Enrique Shaw, la santidad en saco y corbata
De la fábrica a los altares: la radicalidad silenciosa de un laico argentino camino a beato
No empezó en un altar ni en una sacristía. Empezó un lunes cualquiera, con el ruido seco de una fábrica en marcha, con balances sobre la mesa y decisiones que no admitían postergación. La historia de Enrique Shaw —y la razón por la cual hoy la Iglesia lo mira a las puertas de la beatificación— no se entiende desde lo extraordinario, sino desde lo cotidiano vivido con una radicalidad silenciosa.
Shaw no fue un santo de excepción sino de encarnación. Un hombre que eligió no partir su vida en compartimentos: fe por un lado, trabajo por otro, familia en un tercero. Todo fue una misma cosa. Tal vez por eso su figura resulta tan incómoda como necesaria en este tiempo. Porque obliga a una pregunta sin atajos: ¿qué hacemos con el Evangelio cuando hay que firmar un contrato, fijar un salario o decidir el futuro de otros?
Nacido en París en 1921 pero profundamente argentino en su modo de vivir, quedó huérfano de madre siendo niño. Creció bajo la guía de un sacerdote, pasó por la Escuela Naval Militar formó una familia numerosa junto a Cecilia Bunge y asumió responsabilidades empresariales en Cristalerías Rigolleau. Nada de eso lo alejó de Dios. Al contrario: fue ahí donde lo encontró. En la oficina, en el taller, en el hogar, en la enfermedad.
Porque Shaw creyó —y vivió— que la santidad no consiste en huir del mundo, sino en humanizarlo. Como empresario, entendió que la rentabilidad sin justicia es una forma elegante de la injusticia. Promovió salarios dignos, cuidó a sus trabajadores, rechazó despidos masivos en tiempos de crisis y pensó la empresa como una comunidad de personas, no como una maquinaria de lucro. La fundación de la Asociación Cristiana de Dirigentes de Empresa (ACDE) fue la consecuencia lógica de esa mirada: llevar la Doctrina Social de la Iglesia al corazón de la economía real.
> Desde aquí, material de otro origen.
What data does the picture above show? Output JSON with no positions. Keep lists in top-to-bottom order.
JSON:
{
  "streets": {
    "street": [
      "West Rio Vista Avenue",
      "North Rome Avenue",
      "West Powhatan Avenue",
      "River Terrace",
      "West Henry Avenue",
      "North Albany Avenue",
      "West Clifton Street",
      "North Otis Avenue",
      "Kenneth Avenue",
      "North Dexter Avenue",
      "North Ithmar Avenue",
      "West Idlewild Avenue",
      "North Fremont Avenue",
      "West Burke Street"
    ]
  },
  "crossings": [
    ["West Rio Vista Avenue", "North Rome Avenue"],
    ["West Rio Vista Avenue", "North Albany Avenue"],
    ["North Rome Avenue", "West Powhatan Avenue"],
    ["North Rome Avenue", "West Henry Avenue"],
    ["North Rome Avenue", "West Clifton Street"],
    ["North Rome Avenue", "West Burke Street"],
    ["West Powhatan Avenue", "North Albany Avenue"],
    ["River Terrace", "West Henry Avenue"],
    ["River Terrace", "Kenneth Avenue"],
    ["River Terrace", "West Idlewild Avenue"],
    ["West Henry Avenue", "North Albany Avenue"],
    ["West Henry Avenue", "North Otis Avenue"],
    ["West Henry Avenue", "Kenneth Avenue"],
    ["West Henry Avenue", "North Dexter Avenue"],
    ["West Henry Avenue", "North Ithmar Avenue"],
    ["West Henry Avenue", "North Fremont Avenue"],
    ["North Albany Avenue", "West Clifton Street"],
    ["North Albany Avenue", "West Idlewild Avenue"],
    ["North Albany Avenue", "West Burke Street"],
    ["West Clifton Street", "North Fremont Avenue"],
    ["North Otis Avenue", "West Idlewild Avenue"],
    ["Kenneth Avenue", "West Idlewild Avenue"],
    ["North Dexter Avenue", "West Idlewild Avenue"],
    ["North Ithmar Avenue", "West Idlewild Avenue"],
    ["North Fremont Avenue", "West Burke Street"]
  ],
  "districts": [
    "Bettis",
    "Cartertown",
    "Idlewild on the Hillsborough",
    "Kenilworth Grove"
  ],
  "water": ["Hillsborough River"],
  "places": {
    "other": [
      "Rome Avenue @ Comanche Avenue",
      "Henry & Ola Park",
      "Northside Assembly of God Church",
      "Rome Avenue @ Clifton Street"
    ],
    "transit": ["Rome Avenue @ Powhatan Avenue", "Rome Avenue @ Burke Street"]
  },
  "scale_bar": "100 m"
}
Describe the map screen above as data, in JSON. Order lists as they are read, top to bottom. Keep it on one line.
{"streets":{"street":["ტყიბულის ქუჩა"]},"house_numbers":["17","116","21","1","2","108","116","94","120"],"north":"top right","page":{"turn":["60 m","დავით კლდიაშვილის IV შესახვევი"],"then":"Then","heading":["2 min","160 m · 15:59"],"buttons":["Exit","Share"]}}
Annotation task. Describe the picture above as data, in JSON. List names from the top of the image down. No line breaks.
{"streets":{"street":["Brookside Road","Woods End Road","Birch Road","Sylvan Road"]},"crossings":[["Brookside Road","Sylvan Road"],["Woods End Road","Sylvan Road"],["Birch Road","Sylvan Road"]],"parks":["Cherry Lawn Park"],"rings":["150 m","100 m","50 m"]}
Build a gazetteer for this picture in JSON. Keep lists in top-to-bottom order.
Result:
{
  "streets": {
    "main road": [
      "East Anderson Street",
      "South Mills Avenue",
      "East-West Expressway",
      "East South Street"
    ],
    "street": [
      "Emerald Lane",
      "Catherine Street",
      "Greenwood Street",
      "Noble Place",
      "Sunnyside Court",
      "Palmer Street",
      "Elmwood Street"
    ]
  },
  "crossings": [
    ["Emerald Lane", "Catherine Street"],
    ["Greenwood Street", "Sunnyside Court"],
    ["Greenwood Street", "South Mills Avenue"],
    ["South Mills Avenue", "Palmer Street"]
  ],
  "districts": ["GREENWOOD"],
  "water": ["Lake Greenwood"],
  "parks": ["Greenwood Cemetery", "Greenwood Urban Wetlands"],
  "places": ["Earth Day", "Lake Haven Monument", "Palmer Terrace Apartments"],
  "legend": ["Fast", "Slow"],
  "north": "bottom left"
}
Por eso su causa de beatificación no es un gesto piadoso ni un homenaje tardío. Es una toma de posición. Iniciada en 2001, avanzó con pasos firmes hasta que en 2021 el Papa Francisco lo declaró venerable, reconociendo la heroicidad de sus virtudes. En 2025, el proceso dio un giro decisivo: el milagro atribuido a su intercesión —la curación inexplicable de un niño gravemente herido— superó todas las instancias, médicas y teológicas, y recibió el parecer favorable de obispos y cardenales. Falta una firma. Nada más. Nada menos.
Pero mientras se espera el decreto, la figura de Shaw ya interpela. En un mundo donde el trabajo se precariza, la economía se deshumaniza y la fe se relega al ámbito privado, su vida funciona como un espejo incómodo. Shaw no habló de justicia social: la practicó. No escribió tratados sobre ética empresarial: la encarnó. No predicó desde afuera: se involucró hasta las últimas consecuencias.
También fue esposo, padre de nueve hijos, militante de la Acción Católica, miembro del Movimiento Familiar Cristiano. Cuando la enfermedad llegó —rápida, injusta, terminal—, no se refugió en el resentimiento. La vivió como había vivido todo: con fe, con entereza, con una serenidad que desarmaba. Sus obreros, aquellos a quienes había tratado como hermanos, se ofrecieron a donar sangre para él. Ese gesto dice más que cualquier biografía.
Si la beatificación se concreta, Argentina no solo sumará un nuevo beato. Sumará una provocación. Un laico elevado a los altares no por huir del mundo, sino por habitarlo con coherencia evangélica. Un empresario que demuestra que la santidad también se juega en la economía, en la política social, en la gestión concreta.
Tal vez por eso Enrique Shaw llega ahora. No cuando todo está ordenado, sino cuando todo parece crujir. Su vida plantea una pregunta que no admite respuestas cómodas: ¿es posible vivir la fe sin domesticarla? ¿Es posible hacer empresa sin dejar a nadie afuera? ¿Es posible ser santo sin dejar de ser profundamente humano?
La Iglesia parece decir que sí. Ahora falta que nosotros nos animemos a creerlo.